Kepala SMKN 1 Bawen, Farida Fahmalatif menjelaskan, pengembangan edamame dilakukan di lahan seluas 3 hektare dan telah memasuki tahap produksi massal. Hasil panen tidak hanya digunakan sebagai sarana pembelajaran, tetapi juga telah menembus pasar ekspor bekerjasama dengan industri. Dalam kurun empat bulan terakhir, kolaborasi tersebut berhasil membawa edamame SMKN 1 Bawen masuk pasar Jepang.
“Awalnya masih uji coba, sekarang sudah massal. Edamame yang dihasilkan langsung diekspor ke Jepang melalui kerja sama dengan industri,” jelasnya di sela acara SMK Saba Gumregah, Kamis (23/4/2026).

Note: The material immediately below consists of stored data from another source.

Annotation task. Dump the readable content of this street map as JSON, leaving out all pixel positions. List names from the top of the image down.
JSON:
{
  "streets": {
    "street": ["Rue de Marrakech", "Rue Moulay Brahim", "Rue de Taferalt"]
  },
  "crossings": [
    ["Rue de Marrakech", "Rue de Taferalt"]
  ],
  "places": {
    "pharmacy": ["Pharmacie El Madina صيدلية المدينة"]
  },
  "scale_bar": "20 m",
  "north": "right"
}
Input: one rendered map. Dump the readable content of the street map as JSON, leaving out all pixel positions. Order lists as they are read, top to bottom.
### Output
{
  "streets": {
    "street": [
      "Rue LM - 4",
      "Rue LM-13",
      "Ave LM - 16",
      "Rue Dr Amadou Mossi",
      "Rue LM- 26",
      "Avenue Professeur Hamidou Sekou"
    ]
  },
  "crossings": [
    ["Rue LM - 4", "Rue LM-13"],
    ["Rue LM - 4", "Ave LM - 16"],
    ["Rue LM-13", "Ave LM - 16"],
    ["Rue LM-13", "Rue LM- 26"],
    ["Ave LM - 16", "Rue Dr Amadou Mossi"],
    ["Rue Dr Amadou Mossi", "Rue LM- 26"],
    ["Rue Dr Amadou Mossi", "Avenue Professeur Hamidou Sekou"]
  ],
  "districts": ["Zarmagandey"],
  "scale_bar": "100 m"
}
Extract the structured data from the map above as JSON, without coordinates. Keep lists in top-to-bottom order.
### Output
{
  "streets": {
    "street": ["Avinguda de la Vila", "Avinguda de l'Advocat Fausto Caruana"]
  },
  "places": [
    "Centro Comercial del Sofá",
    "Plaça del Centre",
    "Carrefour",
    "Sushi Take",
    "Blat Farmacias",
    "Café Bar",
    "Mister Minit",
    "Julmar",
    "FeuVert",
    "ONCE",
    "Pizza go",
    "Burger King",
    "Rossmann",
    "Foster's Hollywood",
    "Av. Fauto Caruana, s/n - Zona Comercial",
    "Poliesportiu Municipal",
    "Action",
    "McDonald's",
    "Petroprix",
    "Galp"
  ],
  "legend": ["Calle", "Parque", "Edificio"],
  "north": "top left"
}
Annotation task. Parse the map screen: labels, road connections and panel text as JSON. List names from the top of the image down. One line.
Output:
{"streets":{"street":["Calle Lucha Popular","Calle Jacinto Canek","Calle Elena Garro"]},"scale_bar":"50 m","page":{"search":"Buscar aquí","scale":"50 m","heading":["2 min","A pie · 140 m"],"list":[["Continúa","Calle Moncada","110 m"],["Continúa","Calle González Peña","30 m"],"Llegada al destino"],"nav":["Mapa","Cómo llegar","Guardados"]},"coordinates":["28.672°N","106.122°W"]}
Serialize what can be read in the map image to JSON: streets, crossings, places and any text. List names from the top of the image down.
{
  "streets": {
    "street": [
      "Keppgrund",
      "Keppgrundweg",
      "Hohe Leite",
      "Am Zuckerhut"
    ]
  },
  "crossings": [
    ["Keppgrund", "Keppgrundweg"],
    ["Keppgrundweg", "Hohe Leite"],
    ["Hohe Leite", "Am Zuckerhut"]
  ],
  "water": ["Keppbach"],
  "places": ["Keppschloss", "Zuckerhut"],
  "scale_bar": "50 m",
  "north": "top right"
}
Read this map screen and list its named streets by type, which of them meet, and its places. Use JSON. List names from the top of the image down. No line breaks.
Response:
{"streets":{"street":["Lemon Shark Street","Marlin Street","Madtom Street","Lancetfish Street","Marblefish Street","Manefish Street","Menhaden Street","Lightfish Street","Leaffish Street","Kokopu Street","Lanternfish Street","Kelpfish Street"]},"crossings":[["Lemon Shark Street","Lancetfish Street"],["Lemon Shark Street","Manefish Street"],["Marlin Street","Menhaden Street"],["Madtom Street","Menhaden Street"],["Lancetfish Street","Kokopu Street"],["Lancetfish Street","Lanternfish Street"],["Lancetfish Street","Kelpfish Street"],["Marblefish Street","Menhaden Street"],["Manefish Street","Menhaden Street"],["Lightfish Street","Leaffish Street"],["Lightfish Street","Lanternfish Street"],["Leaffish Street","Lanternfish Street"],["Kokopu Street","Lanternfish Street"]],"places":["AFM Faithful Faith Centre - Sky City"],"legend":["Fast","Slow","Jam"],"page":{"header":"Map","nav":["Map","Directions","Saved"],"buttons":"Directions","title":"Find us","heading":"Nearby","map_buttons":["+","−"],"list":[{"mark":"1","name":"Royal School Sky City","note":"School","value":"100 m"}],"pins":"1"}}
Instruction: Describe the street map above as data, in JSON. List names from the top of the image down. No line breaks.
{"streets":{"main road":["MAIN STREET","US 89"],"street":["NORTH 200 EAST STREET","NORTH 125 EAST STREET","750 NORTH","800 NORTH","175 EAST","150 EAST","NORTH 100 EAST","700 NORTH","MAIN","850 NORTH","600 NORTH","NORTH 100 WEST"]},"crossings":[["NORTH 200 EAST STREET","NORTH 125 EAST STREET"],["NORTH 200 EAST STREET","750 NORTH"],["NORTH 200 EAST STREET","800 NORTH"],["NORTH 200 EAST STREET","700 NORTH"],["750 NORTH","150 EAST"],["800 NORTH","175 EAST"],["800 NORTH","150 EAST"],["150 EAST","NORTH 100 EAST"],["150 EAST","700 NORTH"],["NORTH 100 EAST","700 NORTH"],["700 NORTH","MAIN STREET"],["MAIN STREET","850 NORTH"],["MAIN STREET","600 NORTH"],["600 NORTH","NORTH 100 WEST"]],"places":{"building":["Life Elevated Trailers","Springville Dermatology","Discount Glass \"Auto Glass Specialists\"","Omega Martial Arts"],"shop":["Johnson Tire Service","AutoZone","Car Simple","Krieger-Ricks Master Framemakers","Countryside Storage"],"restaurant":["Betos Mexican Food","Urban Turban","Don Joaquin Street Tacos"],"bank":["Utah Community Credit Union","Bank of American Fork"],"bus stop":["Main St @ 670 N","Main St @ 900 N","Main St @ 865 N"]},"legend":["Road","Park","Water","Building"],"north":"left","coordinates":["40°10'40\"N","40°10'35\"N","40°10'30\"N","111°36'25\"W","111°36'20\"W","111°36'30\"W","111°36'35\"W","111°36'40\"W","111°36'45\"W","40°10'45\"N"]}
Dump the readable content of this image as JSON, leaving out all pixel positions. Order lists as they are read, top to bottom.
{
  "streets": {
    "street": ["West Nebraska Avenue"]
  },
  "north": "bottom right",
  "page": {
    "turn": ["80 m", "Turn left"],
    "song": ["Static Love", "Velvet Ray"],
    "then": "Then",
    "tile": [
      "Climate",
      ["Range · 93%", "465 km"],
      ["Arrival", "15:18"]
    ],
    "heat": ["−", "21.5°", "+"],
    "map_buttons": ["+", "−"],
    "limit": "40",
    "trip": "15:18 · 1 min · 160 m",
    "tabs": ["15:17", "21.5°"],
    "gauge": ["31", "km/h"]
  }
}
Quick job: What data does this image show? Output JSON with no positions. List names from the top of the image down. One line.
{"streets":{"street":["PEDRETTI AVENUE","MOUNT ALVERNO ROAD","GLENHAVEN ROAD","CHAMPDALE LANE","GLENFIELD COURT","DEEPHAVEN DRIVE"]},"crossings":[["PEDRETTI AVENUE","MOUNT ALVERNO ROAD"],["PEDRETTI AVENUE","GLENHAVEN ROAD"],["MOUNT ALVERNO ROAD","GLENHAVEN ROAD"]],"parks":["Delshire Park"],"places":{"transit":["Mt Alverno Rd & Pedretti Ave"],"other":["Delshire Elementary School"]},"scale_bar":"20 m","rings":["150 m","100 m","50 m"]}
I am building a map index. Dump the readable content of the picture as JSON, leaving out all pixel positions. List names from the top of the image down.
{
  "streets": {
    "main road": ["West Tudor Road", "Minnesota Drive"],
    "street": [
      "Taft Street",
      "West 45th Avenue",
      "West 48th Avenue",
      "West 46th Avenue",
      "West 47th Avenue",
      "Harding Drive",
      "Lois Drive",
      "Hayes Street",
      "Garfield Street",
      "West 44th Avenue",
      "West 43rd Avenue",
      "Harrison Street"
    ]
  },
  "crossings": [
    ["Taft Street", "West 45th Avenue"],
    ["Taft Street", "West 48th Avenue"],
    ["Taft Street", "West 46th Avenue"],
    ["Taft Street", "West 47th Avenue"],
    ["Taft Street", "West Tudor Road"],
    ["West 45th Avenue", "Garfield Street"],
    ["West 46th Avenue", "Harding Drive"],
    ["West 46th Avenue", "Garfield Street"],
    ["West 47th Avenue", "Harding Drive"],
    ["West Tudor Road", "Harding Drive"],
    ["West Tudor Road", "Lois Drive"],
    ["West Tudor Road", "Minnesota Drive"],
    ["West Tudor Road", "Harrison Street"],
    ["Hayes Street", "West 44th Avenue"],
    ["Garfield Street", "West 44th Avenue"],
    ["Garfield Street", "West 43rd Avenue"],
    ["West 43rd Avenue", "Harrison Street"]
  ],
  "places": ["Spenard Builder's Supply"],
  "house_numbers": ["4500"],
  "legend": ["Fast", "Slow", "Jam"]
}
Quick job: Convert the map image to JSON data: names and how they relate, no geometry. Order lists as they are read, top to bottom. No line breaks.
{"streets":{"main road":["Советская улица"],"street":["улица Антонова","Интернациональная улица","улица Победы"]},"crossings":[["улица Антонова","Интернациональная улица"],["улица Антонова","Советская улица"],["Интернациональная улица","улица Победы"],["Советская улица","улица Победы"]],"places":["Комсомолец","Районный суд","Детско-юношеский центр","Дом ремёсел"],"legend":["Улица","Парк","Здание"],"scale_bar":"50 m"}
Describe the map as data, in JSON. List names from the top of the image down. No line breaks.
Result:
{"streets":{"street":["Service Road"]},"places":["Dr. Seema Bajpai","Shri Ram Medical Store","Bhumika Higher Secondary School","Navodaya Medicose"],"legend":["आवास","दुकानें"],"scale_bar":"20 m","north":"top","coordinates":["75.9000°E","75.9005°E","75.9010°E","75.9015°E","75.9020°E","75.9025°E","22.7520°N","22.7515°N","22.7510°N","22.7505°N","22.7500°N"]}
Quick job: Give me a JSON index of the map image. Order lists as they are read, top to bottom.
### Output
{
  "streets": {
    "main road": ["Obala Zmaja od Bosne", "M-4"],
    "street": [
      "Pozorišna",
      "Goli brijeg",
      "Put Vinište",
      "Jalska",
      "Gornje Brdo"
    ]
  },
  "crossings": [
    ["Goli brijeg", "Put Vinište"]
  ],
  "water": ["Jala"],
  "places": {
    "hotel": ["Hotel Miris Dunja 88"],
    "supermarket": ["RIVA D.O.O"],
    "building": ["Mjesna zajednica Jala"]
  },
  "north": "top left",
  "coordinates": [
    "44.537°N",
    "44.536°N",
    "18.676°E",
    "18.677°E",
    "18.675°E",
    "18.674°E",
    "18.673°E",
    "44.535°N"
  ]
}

Program ini melibatkan ratusan siswa sebagai bagian dari pembelajaran praktik. Dari total 2.300 siswa, sekitar 400 siswa terlibat langsung dalam pengelolaan sektor pertanian dan peternakan sekolah.
“Selain edamame, kami juga mengembangkan berbagai komoditas lain seperti selada, kacang merah, hingga peternakan ayam pedaging,” lanjutnya.
Dari sejumlah komoditas tersebut, edamame menjadi unggulan karena memiliki nilai ekspor dan permintaan pasar yang tinggi. Melalui program ini, sekolah tidak hanya menekankan hasil produksi, tetapi juga proses pembelajaran dari hulu ke hilir, mulai dari pengolahan lahan, penanaman, hingga pemasaran.
“Harapan kami, keberhasilan ekspor edamame ini menjadi langkah awal bagi SMKN 1 Bawen untuk kembali menjadi sekolah percontohan dan mencetak lulusan yang siap bersaing di tingkat global,” tandasnya. (win)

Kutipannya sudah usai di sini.